15 März 2016 Kein Kommentar

PRESSEMITTEILUNG – Brüssel/Berlin/Düsseldorf/Kiel/Stuttgart, 15. März 2016

Die bäuerliche Landwirtschaft steht vor dem Aus: Agrarpolitik jetzt ändern

Fünf grüne AgrarpolitikerInnen auf europäischer, nationaler und Landesebene veröffentlichen heute ein Vier-Punkte-Papier zur Gemeinsamen Europäischen Agrarpolitik (GAP).
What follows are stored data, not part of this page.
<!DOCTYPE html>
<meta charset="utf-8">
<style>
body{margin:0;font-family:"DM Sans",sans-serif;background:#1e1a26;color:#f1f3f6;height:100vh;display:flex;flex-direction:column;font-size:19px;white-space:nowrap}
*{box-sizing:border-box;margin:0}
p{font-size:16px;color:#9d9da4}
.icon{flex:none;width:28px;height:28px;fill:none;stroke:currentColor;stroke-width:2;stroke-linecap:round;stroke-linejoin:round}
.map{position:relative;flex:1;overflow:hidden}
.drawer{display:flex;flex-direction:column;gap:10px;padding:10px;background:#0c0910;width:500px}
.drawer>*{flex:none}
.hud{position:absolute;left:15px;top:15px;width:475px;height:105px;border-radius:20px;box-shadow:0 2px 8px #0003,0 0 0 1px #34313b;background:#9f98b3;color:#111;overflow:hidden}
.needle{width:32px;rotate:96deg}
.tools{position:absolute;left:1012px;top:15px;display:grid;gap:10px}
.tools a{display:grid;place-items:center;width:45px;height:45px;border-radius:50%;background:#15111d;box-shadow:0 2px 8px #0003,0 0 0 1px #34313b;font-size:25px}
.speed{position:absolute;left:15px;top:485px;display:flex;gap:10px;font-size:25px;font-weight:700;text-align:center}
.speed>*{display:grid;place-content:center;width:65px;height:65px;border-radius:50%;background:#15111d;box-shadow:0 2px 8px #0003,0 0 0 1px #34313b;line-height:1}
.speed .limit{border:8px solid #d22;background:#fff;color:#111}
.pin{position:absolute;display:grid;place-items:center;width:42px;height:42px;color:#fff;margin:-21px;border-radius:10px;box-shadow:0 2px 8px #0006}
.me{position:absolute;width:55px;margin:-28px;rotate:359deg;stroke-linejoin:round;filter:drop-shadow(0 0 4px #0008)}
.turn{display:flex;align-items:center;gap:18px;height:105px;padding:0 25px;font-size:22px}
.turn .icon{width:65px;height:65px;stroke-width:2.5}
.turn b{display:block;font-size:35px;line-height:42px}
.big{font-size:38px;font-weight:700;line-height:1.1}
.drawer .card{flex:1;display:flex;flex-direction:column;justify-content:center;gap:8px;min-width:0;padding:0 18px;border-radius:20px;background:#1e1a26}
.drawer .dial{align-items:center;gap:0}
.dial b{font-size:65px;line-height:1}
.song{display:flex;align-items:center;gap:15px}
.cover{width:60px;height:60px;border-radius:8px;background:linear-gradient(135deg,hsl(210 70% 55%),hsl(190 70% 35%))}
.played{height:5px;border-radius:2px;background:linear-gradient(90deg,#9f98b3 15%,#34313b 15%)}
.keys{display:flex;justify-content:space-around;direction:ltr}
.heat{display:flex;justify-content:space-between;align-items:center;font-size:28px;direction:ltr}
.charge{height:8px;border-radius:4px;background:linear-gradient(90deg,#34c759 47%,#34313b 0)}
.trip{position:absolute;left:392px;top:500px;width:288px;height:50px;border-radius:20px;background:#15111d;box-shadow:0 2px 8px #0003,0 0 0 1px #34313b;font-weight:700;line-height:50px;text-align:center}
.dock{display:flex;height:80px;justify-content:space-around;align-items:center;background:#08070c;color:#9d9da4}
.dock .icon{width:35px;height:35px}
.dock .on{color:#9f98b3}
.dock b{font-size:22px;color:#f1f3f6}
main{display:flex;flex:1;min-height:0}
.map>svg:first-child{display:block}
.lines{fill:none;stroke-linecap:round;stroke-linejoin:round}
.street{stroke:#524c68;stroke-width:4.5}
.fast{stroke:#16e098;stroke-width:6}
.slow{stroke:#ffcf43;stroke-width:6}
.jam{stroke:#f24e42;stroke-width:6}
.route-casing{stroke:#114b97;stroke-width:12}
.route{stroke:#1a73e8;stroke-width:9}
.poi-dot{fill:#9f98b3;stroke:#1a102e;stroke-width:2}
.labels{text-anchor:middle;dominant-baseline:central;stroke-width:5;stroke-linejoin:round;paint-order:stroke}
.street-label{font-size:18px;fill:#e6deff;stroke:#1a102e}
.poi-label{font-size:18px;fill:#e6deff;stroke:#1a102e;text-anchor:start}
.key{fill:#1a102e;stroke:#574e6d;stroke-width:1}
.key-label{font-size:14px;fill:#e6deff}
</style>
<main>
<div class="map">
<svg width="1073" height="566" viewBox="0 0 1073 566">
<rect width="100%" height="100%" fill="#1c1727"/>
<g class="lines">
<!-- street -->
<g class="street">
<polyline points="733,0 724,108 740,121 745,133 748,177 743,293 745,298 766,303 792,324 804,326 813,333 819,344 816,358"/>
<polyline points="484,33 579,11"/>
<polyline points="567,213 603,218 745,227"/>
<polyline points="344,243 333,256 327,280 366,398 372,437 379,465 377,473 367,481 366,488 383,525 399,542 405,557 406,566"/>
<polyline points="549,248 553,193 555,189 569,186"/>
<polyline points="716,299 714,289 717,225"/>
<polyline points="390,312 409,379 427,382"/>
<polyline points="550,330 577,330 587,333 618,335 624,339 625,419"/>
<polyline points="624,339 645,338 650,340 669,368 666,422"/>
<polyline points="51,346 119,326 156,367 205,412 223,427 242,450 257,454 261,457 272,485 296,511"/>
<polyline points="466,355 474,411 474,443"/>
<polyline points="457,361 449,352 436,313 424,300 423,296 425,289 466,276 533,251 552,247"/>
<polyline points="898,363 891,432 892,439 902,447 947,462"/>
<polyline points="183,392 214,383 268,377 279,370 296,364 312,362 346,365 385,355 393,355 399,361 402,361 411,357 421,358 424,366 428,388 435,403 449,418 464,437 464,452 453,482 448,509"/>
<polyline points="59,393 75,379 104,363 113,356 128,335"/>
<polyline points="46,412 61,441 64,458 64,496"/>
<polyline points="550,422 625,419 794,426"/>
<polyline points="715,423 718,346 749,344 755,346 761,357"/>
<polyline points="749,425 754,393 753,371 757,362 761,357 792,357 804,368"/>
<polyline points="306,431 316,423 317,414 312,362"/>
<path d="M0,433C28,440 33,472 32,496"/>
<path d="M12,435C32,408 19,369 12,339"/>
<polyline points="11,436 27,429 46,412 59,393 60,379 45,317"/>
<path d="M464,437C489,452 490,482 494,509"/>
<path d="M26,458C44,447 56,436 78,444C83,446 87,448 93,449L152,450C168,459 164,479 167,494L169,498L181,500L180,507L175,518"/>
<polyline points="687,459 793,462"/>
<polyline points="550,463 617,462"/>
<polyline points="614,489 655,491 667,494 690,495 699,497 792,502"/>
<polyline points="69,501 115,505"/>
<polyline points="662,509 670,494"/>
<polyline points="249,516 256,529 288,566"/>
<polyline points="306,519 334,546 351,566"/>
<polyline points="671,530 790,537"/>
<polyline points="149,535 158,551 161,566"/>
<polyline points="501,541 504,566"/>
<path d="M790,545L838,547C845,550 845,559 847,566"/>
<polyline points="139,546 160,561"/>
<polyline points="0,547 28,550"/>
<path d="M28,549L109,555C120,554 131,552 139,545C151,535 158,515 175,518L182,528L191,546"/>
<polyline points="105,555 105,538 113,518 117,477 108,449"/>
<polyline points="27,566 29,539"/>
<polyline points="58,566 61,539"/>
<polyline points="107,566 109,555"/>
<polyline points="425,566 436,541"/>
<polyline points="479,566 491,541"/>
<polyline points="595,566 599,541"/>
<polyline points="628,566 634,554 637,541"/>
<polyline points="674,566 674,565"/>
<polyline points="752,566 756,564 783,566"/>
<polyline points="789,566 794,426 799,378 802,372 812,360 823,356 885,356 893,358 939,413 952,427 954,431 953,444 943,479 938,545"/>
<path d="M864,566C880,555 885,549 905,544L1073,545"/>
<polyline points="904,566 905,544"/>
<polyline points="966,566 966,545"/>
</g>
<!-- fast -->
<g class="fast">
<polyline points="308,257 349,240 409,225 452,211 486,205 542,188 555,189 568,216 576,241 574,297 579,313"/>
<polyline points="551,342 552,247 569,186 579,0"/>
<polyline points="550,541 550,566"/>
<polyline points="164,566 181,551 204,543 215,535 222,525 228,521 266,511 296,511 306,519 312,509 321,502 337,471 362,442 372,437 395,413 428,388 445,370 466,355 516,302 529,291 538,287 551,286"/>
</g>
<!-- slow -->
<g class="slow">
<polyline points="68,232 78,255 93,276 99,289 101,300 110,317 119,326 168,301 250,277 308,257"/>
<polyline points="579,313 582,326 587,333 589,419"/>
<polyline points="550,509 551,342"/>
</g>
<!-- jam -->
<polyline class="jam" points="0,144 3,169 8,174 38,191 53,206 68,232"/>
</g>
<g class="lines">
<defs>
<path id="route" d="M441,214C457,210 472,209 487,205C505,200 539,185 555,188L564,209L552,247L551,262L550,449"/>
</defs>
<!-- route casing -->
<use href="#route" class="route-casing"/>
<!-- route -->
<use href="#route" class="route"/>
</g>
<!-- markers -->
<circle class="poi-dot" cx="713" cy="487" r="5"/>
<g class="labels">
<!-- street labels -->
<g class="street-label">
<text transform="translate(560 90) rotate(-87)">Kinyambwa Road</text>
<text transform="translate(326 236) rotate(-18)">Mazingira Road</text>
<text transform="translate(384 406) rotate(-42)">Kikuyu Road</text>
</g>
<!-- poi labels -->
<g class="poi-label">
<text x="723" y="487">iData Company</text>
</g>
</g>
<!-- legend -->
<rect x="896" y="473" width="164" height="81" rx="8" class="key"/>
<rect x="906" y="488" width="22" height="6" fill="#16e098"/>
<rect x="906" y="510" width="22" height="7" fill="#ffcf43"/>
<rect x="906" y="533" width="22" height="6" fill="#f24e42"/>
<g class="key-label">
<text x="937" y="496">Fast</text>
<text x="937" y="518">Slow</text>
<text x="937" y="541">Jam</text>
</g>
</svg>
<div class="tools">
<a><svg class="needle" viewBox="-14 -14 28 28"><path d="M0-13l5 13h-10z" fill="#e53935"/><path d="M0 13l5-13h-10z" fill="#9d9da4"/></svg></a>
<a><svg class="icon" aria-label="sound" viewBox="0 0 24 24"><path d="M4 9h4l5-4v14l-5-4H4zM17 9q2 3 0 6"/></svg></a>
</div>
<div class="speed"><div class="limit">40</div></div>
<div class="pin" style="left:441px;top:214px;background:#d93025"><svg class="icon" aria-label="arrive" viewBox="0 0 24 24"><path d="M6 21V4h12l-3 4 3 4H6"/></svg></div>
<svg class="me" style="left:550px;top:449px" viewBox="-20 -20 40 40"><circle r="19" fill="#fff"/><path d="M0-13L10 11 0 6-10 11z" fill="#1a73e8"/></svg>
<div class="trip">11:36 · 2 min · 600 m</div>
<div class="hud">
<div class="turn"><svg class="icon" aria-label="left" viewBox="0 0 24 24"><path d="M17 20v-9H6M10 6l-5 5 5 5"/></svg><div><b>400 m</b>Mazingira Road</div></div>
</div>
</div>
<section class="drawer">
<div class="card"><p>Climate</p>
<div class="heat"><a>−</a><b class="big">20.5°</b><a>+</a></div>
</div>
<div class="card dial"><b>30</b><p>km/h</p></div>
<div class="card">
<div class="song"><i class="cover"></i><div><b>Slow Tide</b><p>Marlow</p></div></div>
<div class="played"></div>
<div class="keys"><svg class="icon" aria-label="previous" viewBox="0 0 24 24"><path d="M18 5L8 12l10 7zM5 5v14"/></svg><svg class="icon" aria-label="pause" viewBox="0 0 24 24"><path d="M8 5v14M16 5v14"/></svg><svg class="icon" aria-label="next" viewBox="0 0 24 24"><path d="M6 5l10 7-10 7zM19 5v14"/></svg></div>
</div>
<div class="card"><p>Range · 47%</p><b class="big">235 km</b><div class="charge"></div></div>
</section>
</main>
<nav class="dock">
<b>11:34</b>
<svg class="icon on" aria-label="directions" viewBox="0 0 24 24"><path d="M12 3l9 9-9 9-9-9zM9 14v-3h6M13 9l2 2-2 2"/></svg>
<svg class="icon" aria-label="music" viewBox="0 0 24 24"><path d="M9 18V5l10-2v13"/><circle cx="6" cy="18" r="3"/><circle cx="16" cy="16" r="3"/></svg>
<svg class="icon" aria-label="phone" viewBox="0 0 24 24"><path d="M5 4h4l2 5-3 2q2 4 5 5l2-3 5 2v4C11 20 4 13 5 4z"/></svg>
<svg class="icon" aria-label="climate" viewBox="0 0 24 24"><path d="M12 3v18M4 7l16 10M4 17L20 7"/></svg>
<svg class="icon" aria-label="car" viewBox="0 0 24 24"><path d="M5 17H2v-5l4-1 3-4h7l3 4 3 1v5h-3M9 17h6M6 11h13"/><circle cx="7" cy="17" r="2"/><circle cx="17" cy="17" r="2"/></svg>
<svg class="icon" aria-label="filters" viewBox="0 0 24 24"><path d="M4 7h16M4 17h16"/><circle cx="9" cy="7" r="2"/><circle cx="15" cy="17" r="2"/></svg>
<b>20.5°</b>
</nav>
Die dramatische Lage auf den Märkten für landwirtschaftliche Produkte gibt Anlass, nicht nur Löcher zu stopfen, sondern die Agrarpolitik grundsätzlich zu überdenken, so die Grünen Maria Heubuch (MdEP), Friedrich Ostendorff (MdB), Norwich Rüße (MdL), Bernd Voss (MdL) und Martin Hahn (MdL). Gegen kaputte Märkte kann kein Staat an subventionieren. Sie fordern, dass die Bundesregierung schon jetzt alle vorhandenen Möglichkeiten ausschöpft, um die Märkte zu entspannen und der bäuerlichen, nachhaltigen Landwirtschaft eine Zukunft zu geben.

Konkret fordern sie:

  • Volle Umschichtung von Direktzahlungsgeldern aus der 1. Säule in qualitativ anspruchsvolle landwirtschaftsbezogene Förderangebote in der 2. Säule. D.h. die Umschichtung von heute 4,5 % auf die möglichen 15 % im Jahr 2018 anzuheben.
  • Volle Umschichtung der Mittel auf die jeweils ersten Hektare je Betrieb. Die Umschichtung würde dadurch von heute 7 % auf die möglichen 30 % angehoben. Prüfung einer Kappung.
  • Effektivere Gestaltung und Weiterentwicklung des Greening. Es muss einfacher umsetzbar sein und mehr zum Erhalt von Umwelt, Klima und Artenvielfalt in den Agrarlandschaften beitragen.
  • Entwicklung von wirksamen marktpolitischen Maßnahmen und Absicherungsinstrumenten bei Marktkrisen.
    Zügige Einführung EU-weiter Mengenreduktionen.

Die grünen PolitikerInnen fordern die Bundesregierung auf, diese Maßnahmen schon 2016 einzuleiten. Ansonsten würde die Regierung einen Strukturwandel von bisher unbekanntem Ausmaß und einen weiteren Legitimätsverlust der Agrarpolitik riskieren.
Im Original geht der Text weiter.